Nie o tym jednak dzisiaj, bo to jak szybko dziecko samo się ubiera (przy założeniu, że go nadmiernie nie wyręczamy) w dłuższej perspektywie nie ma większego znaczenia.

 Klimat dla samodzielności dziecka

Mi najbardziej zależy na tym, by dzieci całe życie się na mnie nie oglądały. By wiedziały, co jest dla nich dobre i potrafiły decydować. By w efekcie finalnym ufały sobie. Wiedziały co się z nimi dzieje, dlaczego tak jest, co z tym zrobić i na podstawie czego decydować.

Dlatego nie ubieram im swetrów jeśli mi jest zimno, a one dziarsko hasają. Nie każę jeść obiadu jeśli twierdzą, że nie są głodne. Nie każę nosić ubrań które ewidentnie im nie odpowiadają. Nie zmuszam,  by całowały się z każdym kto bardziej lub mniej należy do rodziny. Nie twierdzę, że nie powinny się bać ani wstydzić wtedy kiedy one tak czują. Nie mówię, że nie ma powodu do złości, gdy płaczą, krzyczą i się obrażają (choć w środku niezmiennie mnie nosi).  Bronię prawa do tego, by mogły uczyć się po swojemu, w swoim tempie i eksperymentować. Reaguję, gdy ktoś bez przerwy je poprawia. Staram się nie mówić, że nie rozumieją, nie wiedzą, wydaje im się i nie obśmiewam pierwszych samodzielnych interpretacji rzeczywistości.  Nie upieram się zawsze, że mam rację i wiem lepiej, szczególnie w sytuacji, gdy decydujące jest ich subiektywne odczuwanie.

Podstawą samodzielności nie są dokładnie wykonywane polecenia. Ani umiejętność wciągania spodni na pupę (choć nie jest ona bez znaczenia). Podstawą samodzielności jest wiara w siebie i swoje możliwości. Radość z próbowania popełniania błędów, umiejętność cieszenia się z sukcesów na swoją miarę. Zanim dziecko to pojmie, zrozumie, poczuje... rodzic musi uwierzyć, że nawet małe dziecko czasem wie lepiej i potrafi!

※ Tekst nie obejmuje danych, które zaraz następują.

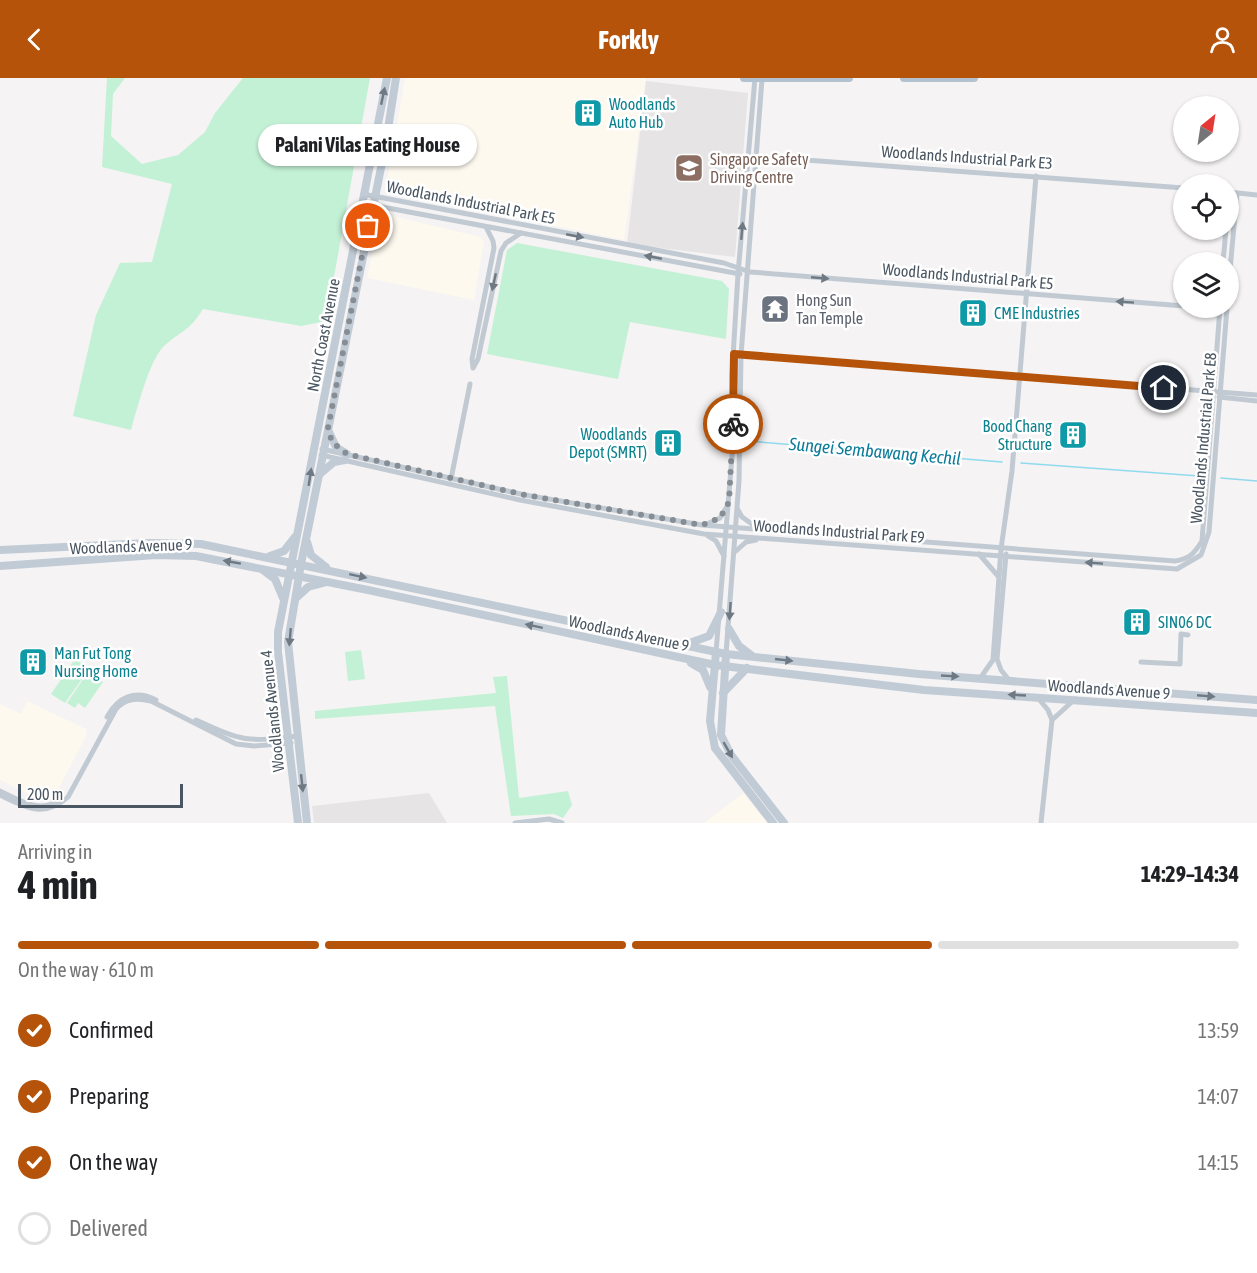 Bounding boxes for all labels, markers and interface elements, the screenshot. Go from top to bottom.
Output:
icon: back [18,23,51,56]
icon: person [1206,23,1239,56]
text: Forkly [598,24,659,55]
one-way arrow [379,87,389,105]
place label: Woodlands Auto Hub [609,95,676,131]
north arrow [1173,96,1239,162]
map controls [1173,96,1239,318]
building icon: Woodlands Auto Hub [572,97,604,129]
callout: Palani Vilas Eating House [258,124,478,166]
text: Palani Vilas Eating House [275,133,460,156]
street label: Woodlands Industrial Park E3 [881,142,1053,172]
place label: Singapore Safety Driving Centre [710,150,809,187]
school or university icon: Singapore Safety Driving Centre [673,152,705,184]
button: locate [1173,174,1239,240]
street label: Woodlands Industrial Park E5 [385,177,557,227]
pin [342,200,393,251]
icon: bag [351,209,384,242]
one-way arrow [737,221,747,240]
one-way arrow [565,232,584,241]
one-way arrow [643,252,662,261]
button: layers [1173,252,1239,318]
street label: Woodlands Industrial Park E5 [882,260,1054,292]
one-way arrow [489,272,499,291]
one-way arrow [811,273,830,283]
street label: North Coast Avenue [303,277,343,393]
place label: Hong Sun Tan Temple [796,291,863,328]
temple icon: Hong Sun Tan Temple [759,293,791,325]
building icon: CME Industries [957,297,989,329]
one-way arrow [1116,297,1135,307]
place label: CME Industries [994,304,1080,322]
street label: Woodlands Industrial Park E8 [1187,352,1219,524]
pin [1138,362,1189,413]
icon: home [1147,371,1180,404]
courier [703,394,763,454]
icon: bike [717,408,750,441]
place label: Bood Chang Structure [983,417,1052,453]
building icon: Bood Chang Structure [1057,419,1089,451]
place label: Woodlands Depot (SMRT) [569,425,647,462]
building icon: Woodlands Depot (SMRT) [652,427,684,459]
water label: Sungei Sembawang Kechil [787,433,962,469]
one-way arrow [305,467,314,486]
street label: Woodlands Industrial Park E9 [753,516,925,546]
street label: Woodlands Avenue 9 [69,535,193,557]
one-way arrow [222,557,241,566]
one-way arrow [1085,558,1104,567]
one-way arrow [348,572,367,582]
one-way arrow [725,601,735,620]
building icon: SIN06 DC [1121,606,1153,638]
street label: Woodlands Avenue 9 [567,611,691,655]
place label: SIN06 DC [1158,613,1212,631]
one-way arrow [525,621,544,630]
one-way arrow [285,627,295,646]
place label: Man Fut Tong Nursing Home [54,644,138,681]
building icon: Man Fut Tong Nursing Home [17,646,49,678]
street label: Woodlands Avenue 4 [257,649,287,773]
one-way arrow [775,655,794,665]
one-way arrow [941,671,960,680]
street label: Woodlands Avenue 9 [1047,676,1171,702]
one-way arrow [1007,691,1026,700]
one-way arrow [1197,691,1216,701]
one-way arrow [723,742,734,758]
one-way arrow [297,773,307,792]
scale bar [18,781,183,808]
text: 200 m [27,785,63,803]
text: Arriving in [18,840,92,863]
text: 14:29–14:34 [1141,861,1239,887]
text: 4 min [18,863,98,907]
text: On the way · 610 m [18,958,154,981]
icon: check [18,1014,51,1047]
text: Confirmed [69,1017,154,1043]
text: 13:59 [1198,1019,1239,1042]
icon: check [18,1080,51,1113]
text: Preparing [69,1083,149,1109]
text: 14:07 [1197,1085,1239,1108]
icon: check [18,1146,51,1179]
text: On the way [69,1149,158,1175]
text: 14:15 [1198,1151,1239,1174]
text: Delivered [69,1215,148,1241]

Jeśli nie chcemy by nasze dzieci ciągle się  na nas oglądały pozwólmy im uwierzyć w siebie. W to, że wiedzą czego potrzebują, że potrafią znaleźć sposób, by sobie to zapewnić, że uczenie się nowych rzeczy jest przyjemne, bo przynosi radość i dumę, że błędy można, po prostu, popełniać, a potem naprawiać.

I absolutnie nie bójmy się pomagać. Droga do niezależności, prowadzi przez lata budowania relacji, a do samodzielności przez wsparcie. Nie ma innej.